Publié le
Vendredi 11 octobre 2013

Du foin aux vaches pour réduire les températures ?

Dans son dernier rapport, le Groupe d’experts intergouvernemental sur l’évolution du climat (Giec) relève ses prévisions de hausse de températures. Mais assure qu’il est encore possible d’agir pour freiner cette tendance — les activités humaines étant responsables du réchauffement climatique mondial (probabilité supérieure à 95 %).

Dans un autre rapport, daté du 25 septembre, la FAO indique que l’élevage peut contribuer à retenir le mercure. Le secteur pourrait même réduire ses émissions de gaz à effet de serre (GES) de 30 % au niveau mondial !

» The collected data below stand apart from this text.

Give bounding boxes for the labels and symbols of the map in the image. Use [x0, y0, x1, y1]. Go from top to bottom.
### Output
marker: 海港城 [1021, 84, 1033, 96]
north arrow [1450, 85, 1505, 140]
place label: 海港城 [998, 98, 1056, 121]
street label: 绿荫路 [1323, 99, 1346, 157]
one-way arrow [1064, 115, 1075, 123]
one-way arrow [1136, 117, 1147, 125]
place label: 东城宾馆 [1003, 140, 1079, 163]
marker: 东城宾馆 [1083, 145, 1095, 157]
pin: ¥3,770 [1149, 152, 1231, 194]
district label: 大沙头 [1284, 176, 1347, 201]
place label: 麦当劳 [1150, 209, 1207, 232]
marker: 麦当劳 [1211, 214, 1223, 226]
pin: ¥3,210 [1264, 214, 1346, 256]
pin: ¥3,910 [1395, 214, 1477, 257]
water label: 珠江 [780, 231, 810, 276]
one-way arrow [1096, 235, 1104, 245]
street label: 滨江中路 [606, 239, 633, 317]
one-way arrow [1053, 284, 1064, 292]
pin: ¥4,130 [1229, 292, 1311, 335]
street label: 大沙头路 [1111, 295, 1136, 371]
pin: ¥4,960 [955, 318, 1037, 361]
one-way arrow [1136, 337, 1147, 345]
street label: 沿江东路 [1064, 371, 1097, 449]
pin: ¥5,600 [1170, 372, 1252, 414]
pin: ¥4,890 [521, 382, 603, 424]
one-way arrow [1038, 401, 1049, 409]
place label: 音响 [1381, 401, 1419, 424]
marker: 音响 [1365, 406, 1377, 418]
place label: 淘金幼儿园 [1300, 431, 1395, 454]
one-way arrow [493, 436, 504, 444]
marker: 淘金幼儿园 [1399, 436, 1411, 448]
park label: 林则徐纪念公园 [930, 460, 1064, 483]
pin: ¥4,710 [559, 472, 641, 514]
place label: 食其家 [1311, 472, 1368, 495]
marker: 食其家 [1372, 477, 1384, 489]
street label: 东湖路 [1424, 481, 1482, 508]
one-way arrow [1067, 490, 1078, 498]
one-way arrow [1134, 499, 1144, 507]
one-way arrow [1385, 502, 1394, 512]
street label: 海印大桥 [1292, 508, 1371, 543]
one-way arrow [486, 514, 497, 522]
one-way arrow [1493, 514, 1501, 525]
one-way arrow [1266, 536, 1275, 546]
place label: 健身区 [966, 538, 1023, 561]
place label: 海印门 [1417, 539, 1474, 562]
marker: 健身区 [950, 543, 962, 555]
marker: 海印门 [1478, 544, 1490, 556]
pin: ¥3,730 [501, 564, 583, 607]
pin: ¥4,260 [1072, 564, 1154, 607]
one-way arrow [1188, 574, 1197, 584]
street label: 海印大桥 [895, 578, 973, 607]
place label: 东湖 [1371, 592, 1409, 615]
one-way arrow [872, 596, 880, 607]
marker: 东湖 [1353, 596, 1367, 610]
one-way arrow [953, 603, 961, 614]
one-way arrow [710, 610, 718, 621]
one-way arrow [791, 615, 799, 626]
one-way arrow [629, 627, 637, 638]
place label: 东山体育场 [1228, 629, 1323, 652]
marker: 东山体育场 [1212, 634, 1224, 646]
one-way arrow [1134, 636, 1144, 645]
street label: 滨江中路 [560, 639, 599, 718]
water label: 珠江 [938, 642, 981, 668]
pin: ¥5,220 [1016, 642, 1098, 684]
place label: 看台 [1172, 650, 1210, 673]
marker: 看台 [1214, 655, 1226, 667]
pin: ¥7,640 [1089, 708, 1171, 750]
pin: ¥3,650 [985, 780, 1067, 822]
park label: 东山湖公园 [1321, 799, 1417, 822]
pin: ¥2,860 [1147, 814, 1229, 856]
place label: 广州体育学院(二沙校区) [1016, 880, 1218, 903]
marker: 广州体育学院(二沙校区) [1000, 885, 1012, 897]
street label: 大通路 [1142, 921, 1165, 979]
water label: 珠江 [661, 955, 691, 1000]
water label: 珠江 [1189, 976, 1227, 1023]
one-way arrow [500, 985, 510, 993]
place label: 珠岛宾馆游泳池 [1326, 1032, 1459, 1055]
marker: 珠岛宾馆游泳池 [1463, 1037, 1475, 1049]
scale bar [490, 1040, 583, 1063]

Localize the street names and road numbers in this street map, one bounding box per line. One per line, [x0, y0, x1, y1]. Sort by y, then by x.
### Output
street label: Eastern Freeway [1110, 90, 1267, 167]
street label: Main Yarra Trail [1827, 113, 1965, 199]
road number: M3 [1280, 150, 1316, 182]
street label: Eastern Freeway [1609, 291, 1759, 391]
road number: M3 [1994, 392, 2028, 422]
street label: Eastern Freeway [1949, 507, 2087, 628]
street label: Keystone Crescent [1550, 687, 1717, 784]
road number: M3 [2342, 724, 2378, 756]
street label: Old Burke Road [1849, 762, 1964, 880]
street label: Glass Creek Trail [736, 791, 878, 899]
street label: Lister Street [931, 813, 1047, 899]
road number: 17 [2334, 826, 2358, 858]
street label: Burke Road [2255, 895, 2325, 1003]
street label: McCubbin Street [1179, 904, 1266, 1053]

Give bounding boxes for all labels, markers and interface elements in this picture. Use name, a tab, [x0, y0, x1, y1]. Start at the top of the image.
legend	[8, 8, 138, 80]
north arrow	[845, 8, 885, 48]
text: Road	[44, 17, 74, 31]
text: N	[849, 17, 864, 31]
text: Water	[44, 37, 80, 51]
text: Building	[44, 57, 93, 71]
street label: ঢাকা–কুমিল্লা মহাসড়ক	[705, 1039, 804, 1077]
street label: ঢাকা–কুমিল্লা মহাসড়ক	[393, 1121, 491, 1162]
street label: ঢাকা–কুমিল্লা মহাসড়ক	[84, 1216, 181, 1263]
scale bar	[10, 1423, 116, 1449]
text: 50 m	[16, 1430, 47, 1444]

Parmi les solutions avancées par l’Organisation des Nations unies pour l’alimentation et l’agriculture : utiliser du foin afin de favoriser une meilleure digestion des bovins. La digestion des vaches représente tout de même 39 % des GES émis par les élevages. Et 45 % proviennent de la production et de la transformation de fourrages.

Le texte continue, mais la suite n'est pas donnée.